Resolution: --- → FIXED
Blocks: 223191
You must join with a joinable thread using PR_JoinThread. PR_JoinThread does two things: 1. synchronize with the termination of the target thread, and 2. cause all the resources used by the target thread to be released. I looked at v1 patch and found one minor flaw in the code. if (PR_CLIST_IS_EMPTY(&pool->mEventQ) && !pool->mShutdown) { pool->mNumIdleThreads++; PR_WaitCondVar(pool->mIdleThreadCV, THREAD_IDLE_TIMEOUT); pool->mNumIdleThreads--; } // if the queue is still empty, then kill this thread... if (PR_CLIST_IS_EMPTY(&pool->mEventQ)) break; You assume that if the event queue is still empty, then either pool->mShutdown is true or the thread idle timeout has expired. This is wrong. PR_WaitCondVar may return for no reason (called a spurious wakeup) or another thread may beat this thread to servicing the event on the queue so that by the time this thread reaquires the lock, the queue is empty again. If either of these happens, this thread will exit prematurely. I suspect that your thread pool can recover from this automatically. To defend against spurious wakeups and "another thread beating you to the lock", you must always call PR_WaitCondVar in a while loop. To really be sure that the timeout has expired, you must call PR_IntervalNow before and after the PR_WaitCondVar call and calculate the elapsed time yourself.

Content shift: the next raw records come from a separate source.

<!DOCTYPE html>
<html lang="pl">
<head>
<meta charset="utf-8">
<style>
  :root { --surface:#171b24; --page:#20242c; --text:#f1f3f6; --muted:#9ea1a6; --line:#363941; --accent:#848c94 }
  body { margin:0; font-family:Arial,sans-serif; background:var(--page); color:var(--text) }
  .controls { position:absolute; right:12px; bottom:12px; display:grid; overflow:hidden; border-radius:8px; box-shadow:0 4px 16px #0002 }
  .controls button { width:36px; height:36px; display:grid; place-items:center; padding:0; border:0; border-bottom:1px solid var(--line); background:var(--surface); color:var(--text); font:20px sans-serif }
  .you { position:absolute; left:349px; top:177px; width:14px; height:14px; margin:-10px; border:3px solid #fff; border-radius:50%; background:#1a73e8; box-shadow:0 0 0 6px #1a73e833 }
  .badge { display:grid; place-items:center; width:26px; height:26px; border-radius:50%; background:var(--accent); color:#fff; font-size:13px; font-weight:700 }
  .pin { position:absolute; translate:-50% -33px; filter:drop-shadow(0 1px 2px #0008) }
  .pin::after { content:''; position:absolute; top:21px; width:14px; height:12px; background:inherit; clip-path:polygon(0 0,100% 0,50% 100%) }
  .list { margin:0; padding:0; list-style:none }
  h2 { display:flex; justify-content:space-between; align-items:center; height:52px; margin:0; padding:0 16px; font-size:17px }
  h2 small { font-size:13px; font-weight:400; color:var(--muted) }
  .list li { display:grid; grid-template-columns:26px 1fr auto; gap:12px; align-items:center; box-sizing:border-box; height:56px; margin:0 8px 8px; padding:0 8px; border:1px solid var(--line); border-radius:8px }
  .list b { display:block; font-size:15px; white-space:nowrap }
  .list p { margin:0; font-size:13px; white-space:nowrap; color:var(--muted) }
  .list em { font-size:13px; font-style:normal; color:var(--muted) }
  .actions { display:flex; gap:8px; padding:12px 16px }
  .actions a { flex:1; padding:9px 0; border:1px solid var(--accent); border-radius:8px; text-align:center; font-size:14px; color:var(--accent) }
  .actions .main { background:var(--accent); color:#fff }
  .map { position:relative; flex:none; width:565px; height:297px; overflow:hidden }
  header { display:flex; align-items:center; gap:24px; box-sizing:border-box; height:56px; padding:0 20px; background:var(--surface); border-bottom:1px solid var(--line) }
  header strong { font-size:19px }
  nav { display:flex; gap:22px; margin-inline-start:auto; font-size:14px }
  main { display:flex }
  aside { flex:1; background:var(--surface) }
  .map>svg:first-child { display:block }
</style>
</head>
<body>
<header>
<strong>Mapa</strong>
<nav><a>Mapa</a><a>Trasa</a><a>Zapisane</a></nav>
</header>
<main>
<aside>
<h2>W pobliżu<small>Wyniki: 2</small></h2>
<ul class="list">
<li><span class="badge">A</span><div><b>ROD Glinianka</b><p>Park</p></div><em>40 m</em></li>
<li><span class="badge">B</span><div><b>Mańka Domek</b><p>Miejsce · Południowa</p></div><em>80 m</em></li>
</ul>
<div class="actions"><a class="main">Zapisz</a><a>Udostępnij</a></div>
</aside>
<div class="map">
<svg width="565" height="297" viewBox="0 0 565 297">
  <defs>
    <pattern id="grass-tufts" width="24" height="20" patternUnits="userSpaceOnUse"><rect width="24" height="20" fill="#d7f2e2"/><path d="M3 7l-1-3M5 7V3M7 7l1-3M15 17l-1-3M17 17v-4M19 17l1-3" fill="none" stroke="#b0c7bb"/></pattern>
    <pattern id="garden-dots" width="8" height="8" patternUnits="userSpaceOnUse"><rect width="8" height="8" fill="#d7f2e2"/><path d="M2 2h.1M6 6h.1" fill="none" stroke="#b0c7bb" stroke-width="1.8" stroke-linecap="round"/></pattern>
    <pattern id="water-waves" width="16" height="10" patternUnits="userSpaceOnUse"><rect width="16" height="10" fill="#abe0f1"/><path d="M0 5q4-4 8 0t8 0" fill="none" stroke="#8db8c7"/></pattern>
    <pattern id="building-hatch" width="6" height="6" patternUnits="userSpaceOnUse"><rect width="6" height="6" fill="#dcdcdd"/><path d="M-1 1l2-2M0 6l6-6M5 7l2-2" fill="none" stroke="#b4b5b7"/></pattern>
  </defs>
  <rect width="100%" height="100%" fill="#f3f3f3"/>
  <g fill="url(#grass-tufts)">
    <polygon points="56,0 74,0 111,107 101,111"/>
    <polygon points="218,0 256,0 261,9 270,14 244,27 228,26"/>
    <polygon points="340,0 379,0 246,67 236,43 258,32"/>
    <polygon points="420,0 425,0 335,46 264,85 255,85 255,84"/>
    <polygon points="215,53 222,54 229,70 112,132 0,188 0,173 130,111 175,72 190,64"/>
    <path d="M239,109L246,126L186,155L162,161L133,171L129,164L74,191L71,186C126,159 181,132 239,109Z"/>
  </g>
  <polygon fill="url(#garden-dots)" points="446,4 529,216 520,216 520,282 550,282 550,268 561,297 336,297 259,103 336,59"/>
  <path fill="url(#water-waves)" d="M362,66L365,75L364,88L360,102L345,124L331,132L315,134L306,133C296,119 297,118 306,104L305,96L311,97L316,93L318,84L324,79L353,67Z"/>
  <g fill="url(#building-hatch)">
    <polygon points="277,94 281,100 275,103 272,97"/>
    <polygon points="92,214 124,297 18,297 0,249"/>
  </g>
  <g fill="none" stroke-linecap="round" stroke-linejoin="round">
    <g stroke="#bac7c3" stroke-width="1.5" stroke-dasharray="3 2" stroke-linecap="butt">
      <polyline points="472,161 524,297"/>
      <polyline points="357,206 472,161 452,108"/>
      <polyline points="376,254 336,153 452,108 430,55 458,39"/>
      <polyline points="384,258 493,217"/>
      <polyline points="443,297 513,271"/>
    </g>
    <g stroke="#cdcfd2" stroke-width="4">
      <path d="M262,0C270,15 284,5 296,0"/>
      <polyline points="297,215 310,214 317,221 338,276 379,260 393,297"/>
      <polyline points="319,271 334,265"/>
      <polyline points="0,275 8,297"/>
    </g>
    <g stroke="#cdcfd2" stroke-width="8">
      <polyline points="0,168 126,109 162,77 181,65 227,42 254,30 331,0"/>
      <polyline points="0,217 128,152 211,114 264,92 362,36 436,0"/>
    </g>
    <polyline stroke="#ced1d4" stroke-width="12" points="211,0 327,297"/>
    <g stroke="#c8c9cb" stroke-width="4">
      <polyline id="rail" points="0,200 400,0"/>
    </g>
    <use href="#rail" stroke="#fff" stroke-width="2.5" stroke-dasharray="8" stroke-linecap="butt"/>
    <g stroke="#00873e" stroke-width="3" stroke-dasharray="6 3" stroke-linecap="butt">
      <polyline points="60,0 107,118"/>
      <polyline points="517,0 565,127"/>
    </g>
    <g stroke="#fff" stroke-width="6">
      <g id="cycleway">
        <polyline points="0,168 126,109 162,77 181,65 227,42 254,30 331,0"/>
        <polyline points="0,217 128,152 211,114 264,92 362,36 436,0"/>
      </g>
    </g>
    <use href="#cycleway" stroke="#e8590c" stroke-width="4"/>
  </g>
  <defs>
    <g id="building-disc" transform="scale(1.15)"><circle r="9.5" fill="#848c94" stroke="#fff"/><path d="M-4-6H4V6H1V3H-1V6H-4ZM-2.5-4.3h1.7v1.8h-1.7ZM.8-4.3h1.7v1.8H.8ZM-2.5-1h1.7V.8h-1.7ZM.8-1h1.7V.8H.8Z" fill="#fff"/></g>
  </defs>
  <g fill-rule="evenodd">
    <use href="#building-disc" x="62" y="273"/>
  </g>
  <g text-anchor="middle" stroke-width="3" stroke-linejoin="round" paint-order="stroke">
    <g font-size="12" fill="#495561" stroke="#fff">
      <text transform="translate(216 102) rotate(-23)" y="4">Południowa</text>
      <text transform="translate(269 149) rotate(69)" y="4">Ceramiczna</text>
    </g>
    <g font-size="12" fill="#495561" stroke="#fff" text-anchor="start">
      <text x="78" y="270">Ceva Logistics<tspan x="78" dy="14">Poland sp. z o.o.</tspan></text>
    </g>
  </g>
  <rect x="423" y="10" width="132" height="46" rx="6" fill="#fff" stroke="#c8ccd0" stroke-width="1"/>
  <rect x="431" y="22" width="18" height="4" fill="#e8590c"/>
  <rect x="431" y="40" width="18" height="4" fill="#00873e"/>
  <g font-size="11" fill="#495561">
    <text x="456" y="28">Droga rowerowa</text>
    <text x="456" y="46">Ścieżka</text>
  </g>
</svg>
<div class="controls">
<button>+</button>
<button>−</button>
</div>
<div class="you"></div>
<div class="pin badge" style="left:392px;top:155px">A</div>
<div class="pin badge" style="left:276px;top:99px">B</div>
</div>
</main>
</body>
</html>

wtc: thx for the comments... i understand the issues with the thread exit code, but i would have expected the thread library to be able to implement the "join" operation without requiring the target thread to remain around. i would expect that only a small chunk of data representing the thread's exit state would be required. but, at any rate, i understand why that probably cannot be a portable assumption. i'm happier with the new code anyways. i think the shutdown code is now much simpler without having to concern itself with PR_JoinThread calls. for one thing, i now no longer need to keep around a list of active threads :-) as for the spurious wakeups issue... you're right, the code is able to absorb a spurious wakeup, but if they were to happen very frequently, then we might end up creating threads more often then we expect. i suppose it could be a performance hit, so i will fix it. thx!
i filed bug 223352 for this PR_WaitCondVar issue.

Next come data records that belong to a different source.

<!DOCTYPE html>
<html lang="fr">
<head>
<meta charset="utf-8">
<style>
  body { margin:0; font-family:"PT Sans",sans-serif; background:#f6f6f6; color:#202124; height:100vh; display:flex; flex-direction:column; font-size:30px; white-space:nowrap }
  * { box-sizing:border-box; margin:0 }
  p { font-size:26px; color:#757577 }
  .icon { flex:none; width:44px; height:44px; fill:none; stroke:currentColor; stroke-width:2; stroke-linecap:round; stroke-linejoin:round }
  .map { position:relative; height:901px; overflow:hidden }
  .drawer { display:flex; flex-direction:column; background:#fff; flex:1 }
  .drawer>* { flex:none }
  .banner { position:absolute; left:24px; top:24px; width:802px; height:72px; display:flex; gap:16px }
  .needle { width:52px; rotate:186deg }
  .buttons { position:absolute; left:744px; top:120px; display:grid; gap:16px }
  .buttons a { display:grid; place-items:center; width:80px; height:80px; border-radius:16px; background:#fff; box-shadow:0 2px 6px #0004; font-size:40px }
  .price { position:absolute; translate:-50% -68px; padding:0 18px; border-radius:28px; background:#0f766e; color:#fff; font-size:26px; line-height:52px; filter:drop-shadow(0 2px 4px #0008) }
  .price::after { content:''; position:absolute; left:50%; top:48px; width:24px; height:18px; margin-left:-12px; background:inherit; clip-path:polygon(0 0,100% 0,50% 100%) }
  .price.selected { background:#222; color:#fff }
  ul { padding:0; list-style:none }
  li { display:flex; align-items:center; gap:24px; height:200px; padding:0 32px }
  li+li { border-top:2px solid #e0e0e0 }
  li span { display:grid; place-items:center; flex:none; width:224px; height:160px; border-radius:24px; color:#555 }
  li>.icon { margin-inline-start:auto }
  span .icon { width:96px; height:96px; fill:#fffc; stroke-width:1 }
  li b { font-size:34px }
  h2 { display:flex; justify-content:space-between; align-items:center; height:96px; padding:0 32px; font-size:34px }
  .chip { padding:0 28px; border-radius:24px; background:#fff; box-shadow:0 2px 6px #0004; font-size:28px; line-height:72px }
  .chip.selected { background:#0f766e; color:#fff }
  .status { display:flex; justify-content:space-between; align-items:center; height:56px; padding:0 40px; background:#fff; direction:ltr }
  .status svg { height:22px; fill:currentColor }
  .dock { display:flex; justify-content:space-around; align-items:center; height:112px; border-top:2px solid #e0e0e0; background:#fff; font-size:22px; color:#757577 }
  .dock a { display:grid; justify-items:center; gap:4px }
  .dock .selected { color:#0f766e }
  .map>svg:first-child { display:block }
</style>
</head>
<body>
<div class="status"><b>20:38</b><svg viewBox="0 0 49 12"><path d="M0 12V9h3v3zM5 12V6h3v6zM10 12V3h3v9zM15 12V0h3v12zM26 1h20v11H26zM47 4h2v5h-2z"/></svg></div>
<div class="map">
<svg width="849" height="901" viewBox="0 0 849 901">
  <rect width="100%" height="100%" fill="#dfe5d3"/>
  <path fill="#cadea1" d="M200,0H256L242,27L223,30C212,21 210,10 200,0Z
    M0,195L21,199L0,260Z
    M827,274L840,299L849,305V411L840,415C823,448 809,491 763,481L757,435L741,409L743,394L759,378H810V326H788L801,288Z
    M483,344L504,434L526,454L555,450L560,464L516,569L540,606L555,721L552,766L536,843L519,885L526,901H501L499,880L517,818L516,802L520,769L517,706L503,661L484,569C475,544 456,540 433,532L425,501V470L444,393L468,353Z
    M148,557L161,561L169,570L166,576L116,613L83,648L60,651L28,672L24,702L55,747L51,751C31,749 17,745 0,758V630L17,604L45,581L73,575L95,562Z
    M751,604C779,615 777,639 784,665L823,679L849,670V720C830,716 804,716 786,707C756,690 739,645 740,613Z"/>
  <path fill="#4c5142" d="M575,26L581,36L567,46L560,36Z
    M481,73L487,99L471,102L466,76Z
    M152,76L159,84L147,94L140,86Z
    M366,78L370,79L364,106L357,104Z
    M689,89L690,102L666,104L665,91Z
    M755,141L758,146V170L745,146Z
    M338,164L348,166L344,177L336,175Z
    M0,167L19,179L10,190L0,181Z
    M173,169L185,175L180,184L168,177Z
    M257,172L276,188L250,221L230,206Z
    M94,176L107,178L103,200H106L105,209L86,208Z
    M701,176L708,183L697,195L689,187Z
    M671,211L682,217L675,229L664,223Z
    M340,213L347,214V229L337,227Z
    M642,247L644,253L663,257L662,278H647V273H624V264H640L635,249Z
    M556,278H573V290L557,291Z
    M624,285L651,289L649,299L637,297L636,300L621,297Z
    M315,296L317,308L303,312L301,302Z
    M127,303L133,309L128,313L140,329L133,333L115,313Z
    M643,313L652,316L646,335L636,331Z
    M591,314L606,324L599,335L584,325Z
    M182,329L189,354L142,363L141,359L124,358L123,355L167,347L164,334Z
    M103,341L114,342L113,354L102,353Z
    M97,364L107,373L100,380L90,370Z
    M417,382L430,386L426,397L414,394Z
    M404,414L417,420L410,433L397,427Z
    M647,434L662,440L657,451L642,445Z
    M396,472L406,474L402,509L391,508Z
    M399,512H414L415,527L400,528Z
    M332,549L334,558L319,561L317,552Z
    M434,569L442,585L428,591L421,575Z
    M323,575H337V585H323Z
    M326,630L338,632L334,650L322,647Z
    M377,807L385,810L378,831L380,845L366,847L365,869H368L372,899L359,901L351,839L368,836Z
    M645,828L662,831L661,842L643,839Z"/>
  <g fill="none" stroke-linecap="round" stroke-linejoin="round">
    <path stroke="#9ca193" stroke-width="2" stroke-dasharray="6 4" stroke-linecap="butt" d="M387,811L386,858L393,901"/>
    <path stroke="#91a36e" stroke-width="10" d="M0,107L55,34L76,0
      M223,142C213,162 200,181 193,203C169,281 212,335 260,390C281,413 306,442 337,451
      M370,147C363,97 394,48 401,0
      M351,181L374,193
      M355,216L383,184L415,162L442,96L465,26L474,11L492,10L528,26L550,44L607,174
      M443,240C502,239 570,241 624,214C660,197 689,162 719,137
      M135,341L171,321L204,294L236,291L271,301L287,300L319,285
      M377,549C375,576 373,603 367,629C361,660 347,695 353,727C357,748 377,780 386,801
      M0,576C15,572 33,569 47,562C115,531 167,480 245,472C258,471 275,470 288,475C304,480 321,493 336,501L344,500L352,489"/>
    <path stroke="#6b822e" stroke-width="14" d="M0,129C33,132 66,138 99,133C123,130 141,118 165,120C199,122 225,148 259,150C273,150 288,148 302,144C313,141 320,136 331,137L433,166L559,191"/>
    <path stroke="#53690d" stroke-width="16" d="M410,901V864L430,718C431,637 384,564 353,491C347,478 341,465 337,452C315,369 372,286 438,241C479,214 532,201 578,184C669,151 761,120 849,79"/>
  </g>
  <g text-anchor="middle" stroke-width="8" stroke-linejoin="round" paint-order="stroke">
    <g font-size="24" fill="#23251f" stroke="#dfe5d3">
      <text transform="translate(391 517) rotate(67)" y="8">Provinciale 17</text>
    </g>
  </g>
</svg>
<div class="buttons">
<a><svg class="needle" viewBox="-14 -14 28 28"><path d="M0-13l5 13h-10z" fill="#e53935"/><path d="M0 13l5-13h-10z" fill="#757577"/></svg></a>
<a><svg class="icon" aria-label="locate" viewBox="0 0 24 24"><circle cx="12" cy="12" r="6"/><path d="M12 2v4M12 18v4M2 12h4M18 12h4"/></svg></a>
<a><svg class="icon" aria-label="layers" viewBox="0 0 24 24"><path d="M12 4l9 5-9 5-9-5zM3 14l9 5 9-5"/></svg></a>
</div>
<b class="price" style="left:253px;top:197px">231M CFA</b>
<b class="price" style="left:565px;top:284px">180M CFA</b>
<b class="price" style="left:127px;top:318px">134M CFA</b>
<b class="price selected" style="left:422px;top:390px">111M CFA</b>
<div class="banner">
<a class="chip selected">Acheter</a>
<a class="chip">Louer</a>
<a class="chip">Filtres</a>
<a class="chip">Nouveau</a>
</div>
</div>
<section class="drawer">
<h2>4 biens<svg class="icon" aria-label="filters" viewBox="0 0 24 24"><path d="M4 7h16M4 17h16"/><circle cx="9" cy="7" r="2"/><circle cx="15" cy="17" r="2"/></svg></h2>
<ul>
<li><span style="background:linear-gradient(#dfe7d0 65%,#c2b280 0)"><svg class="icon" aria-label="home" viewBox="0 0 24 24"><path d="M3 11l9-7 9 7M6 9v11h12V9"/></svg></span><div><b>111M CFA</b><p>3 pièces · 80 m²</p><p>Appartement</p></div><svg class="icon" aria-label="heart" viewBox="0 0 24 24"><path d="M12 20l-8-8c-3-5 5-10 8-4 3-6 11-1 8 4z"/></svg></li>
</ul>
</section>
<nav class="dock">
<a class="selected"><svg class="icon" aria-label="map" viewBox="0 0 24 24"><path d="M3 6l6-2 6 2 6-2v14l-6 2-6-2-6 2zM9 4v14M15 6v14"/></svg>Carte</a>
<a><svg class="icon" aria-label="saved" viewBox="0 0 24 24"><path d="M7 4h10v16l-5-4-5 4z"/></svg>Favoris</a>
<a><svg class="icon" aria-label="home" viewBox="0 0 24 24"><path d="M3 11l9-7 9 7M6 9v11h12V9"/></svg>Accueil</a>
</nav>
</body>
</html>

Darin wrote: > i would have expected the thread library to be able to > implement the "join" operation without requiring the > target thread to remain around. i would expect that only > a small chunk of data representing the thread's exit state > would be required. Yes. You also need the thread's ID so that you can refer to it in the "join" operation, and that's why the thread will show up in thread listing. Spurious wakeups happen rarely. Spurious wakeups are allowed by the specs to give thread library implementors more flexibility to get a high-performance implementation. But the while loop is not just for defending against spurious wakeups. It also defends the "another thread beating it to the lock" issue. Here is a typical code fragment. I've expanded PR_WaitCondVar to pseudo code that represents its semantics: PR_Lock(lock); /* #1 */ while (!condition) { PR_Unlock(lock); <----+-- atomically wait on condvar; <----| PR_Lock(lock); /* #2 */ } work on shared data; PR_Unlock(lock); PR_WaitCondVar is equivalent to the three lines inside the while loop, with the first two lines (unlock and wait) done atomically. The key is that PR_WaitCondVar needs to reaquire the lock (line #2) before it returns. Another thread, entering from outside on line #1, may beat it to the lock, see that the condition is true, work on shared data, causing the condition to be false again. So by the time the awakened thread gets the lock on line #2, the condition is false, and the while loop correctly causes the thread to wait again.